*What needs to be done:*
Sort through the entries below and pull out lines containing the word "none".
Input records section start
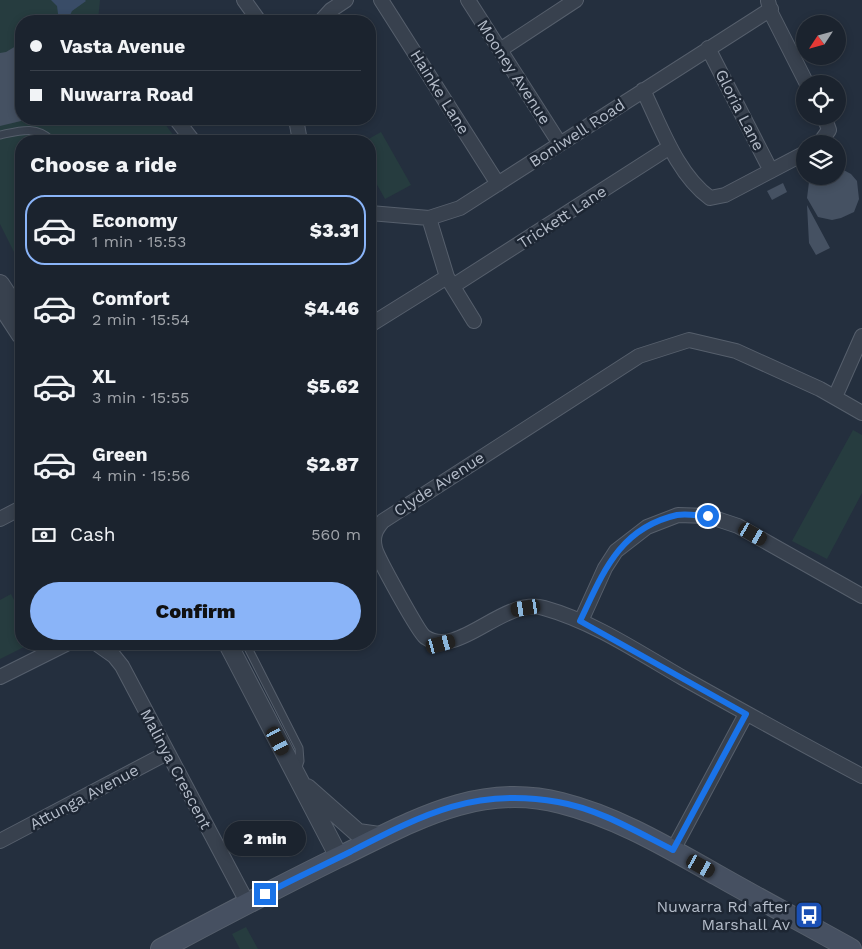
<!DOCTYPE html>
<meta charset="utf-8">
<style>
:root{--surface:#1b232e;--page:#242b36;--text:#f1f3f6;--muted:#a0a4aa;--line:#39404a;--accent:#8ab4f8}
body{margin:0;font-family:"Work Sans",sans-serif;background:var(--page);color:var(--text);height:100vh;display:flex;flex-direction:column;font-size:19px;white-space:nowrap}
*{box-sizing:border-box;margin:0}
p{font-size:16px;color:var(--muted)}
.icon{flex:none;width:28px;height:28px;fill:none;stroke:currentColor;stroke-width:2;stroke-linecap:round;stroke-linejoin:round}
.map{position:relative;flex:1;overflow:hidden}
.details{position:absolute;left:15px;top:135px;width:361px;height:515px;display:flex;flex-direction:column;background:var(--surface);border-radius:20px;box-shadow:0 2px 8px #0003,0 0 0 1px var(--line)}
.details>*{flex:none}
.top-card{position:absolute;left:15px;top:15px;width:361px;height:110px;border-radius:20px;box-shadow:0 2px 8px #0003,0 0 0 1px var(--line);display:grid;align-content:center;height:110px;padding:0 15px;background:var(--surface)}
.needle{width:32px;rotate:234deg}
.tools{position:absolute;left:796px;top:15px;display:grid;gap:10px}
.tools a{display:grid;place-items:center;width:50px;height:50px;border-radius:50%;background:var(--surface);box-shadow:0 2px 8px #0003,0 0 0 1px var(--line);font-size:25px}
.end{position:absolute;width:22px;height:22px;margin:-11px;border:6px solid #1a73e8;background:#fff;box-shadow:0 0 0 2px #fff}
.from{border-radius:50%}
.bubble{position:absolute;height:35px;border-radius:18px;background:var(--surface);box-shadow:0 2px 8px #0003,0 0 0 1px var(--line);font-size:16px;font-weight:800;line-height:35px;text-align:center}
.car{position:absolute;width:15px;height:30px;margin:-15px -8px;border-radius:6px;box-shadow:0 0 4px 1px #0007;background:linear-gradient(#222 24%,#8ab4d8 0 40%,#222 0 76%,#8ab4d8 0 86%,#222 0)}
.top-card b{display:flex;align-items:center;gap:18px;height:48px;font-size:19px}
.top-card b+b{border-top:1px solid var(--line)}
.top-card i{width:12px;height:12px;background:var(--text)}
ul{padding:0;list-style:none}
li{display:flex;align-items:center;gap:15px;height:70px;margin:0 10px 8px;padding:0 5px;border:2px solid transparent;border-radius:20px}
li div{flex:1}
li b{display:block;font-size:19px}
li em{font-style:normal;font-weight:800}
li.current{border-color:var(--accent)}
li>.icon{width:45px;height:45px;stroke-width:1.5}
h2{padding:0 15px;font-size:22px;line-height:60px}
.pay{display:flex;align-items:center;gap:12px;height:55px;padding:0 15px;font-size:19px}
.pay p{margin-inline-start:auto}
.action{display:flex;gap:10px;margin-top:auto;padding:10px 15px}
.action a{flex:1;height:58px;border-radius:30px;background:var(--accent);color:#111;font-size:20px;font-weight:800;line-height:58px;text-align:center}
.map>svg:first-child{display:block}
.green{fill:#263c3f}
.water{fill:#394c67}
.building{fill:#455162}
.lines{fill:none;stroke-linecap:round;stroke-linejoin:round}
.service-casing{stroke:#565f6c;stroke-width:9}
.minor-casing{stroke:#565f6c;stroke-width:16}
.tertiary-casing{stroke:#565f6c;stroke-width:20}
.secondary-casing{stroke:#565f6c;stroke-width:22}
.service{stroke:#38414e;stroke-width:7}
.minor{stroke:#38414e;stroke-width:14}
.tertiary{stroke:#38414e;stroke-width:18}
.secondary{stroke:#465061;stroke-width:20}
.route{stroke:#1a73e8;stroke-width:6}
.labels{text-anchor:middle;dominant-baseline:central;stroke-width:5;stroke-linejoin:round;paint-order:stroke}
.street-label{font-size:16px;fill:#b4bcc9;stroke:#1d2633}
.poi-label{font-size:16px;fill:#b4bcc9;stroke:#1d2633;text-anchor:end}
</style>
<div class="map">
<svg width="862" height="949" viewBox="0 0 862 949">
<rect width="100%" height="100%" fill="#242f3e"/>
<path class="green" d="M 0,0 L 100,0 L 98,21 L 21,21 L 21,119 L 161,119 L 178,141 L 21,141 L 21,266 L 0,224 Z
M 381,132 L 411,185 L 385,199 L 370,172 L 370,141 L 365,141 Z
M 853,430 L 862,435 L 862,493 L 827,559 L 792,541 Z
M 11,594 L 21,614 L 21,644 L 30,644 L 0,659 L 0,600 Z
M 246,927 L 258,949 L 240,949 L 232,934 Z"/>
<path class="water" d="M 51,0 L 85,0 L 86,1 L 72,11 L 67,21 L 59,21 L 57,6 Z"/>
<path class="building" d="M 21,43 L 21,121 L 0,126 L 0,53 L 6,52 Z
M 838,167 L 851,174 L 857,181 L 859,199 L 854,212 L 841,218 L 832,220 L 818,217 L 807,198 L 809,182 L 813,176 L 838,176 Z
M 783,183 L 787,192 L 772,200 L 767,191 Z
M 807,205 L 830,248 L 816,255 L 809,243 Z"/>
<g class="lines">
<defs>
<path id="service" d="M 0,135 C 19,131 36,125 51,140
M 246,644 L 299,748 L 300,761 L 297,770"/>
<path id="minor" d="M 244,0 L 259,21
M 381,0 L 498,184
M 468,0 L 560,144
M 768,1 L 771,13 L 807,84
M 321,21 L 331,10 L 346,0
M 708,48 L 771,171
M 500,50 L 576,0
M 643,90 C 661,127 677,174 710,198 L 725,195 L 805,153
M 176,119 L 193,141
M 296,119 L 300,141
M 819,144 L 829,130 L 824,116
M 370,213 L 429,218 L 460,208 L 771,9
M 429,218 L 447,277 L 474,321
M 453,286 L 670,147
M 370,325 L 447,277
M 835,397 L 862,336
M 862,413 L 820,389 L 736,351 L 689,340 L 639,356 L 383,521 C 376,529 372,536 375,548 C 377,557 419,633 425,637 C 458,660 504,596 544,608 C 594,622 638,652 683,678 C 742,711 802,744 862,776
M 0,519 L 21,508
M 581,621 L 605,568 L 616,551 L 647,527 L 678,515 L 708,516 L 738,526 L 862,596
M 97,644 L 114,656 L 122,666 L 247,902
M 0,677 L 66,644
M 0,841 L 167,753
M 673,850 L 746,714"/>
<path id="tertiary" d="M 0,284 L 21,316
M 2,306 L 21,335
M 228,644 L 339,857
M 307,788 L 358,833 L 379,836"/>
<path id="secondary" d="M 161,949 C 219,918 278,887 337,858 C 410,823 477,781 561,803 C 617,817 667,847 717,875 C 761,900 806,924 851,949"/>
</defs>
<use href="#service" class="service-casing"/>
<use href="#minor" class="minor-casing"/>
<use href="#tertiary" class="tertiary-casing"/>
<use href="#secondary" class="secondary-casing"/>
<use href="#service" class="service"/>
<use href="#minor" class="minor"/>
<use href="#tertiary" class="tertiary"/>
<use href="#secondary" class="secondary"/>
</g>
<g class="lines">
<path class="route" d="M 265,894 C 293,879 322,866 350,852 C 422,815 474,787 558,802 C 599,809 637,832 673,850 L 746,714 L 580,621 C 603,573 619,528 677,515 C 687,513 699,516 708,516"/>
</g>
<defs>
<symbol id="bus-square" viewBox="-11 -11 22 22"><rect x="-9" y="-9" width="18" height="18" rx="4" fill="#1a4fb4" stroke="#1d2633"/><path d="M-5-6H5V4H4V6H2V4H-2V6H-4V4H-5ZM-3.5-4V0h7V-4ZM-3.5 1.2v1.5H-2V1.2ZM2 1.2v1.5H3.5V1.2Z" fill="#fff"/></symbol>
</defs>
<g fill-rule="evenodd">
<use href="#bus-square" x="793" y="899" width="32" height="32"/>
</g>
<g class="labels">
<g class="street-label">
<text transform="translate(514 72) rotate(57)">Mooney Avenue</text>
<text transform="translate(440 92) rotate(58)">Hainke Lane</text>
<text transform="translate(740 110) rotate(63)">Gloria Lane</text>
<text transform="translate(577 133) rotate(-33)">Boniwell Road</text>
<text transform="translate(562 217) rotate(-33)">Trickett Lane</text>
<text transform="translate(439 484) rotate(-33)">Clyde Avenue</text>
<text transform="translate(176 769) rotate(62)">Malinya Crescent</text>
<text transform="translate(84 797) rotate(-28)">Attunga Avenue</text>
</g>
<g class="poi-label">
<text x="790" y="906">Nuwarra Rd after<tspan x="790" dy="18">Marshall Av</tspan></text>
</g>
</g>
</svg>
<div class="tools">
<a><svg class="needle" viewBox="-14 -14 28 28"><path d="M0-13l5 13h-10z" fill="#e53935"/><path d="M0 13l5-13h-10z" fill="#a0a4aa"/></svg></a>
<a><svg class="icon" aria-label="locate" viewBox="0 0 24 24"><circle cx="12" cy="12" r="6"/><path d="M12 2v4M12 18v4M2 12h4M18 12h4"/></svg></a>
<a><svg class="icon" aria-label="layers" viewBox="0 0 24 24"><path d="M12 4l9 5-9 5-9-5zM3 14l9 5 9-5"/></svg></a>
</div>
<i class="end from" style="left:708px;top:516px"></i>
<i class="end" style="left:265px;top:894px"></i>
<div class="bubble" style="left:224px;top:821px;width:82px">2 min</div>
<i class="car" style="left:753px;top:534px;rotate:120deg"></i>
<i class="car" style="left:526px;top:608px;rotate:261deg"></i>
<i class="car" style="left:441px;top:644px;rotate:75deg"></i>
<i class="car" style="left:278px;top:741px;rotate:152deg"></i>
<i class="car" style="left:701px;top:866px;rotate:119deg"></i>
<div class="top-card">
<b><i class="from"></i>Vasta Avenue</b>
<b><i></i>Nuwarra Road</b>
</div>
<section class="details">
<h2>Choose a ride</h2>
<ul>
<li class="current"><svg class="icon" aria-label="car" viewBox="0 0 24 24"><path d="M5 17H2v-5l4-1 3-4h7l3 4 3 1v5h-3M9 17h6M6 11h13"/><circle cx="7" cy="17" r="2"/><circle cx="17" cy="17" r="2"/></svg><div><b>Economy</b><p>1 min · 15:53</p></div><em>$3.31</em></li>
<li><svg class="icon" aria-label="car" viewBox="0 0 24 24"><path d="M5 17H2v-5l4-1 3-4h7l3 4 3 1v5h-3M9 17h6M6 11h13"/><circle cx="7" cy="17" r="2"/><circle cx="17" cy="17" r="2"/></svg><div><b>Comfort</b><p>2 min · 15:54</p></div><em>$4.46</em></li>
<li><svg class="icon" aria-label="car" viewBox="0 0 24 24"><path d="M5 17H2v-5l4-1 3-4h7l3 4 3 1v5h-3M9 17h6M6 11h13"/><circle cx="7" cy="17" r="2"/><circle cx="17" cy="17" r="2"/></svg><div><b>XL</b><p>3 min · 15:55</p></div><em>$5.62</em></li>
<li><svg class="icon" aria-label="car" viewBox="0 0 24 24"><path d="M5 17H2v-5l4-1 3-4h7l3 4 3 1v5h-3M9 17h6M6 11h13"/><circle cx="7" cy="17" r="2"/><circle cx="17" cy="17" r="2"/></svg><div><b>Green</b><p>4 min · 15:56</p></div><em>$2.87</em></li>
</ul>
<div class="pay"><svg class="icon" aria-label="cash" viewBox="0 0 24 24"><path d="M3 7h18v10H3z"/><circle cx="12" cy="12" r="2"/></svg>Cash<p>560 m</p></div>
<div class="action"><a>Confirm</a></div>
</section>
</div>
Input records section end
*Answer area:*
.icon{flex:none;width:28px;height:28px;fill:none;stroke:currentColor;stroke-width:2;stroke-linecap:round;stroke-linejoin:round}
.details>*{flex:none}
ul{padding:0;list-style:none}
.lines{fill:none;stroke-linecap:round;stroke-linejoin:round}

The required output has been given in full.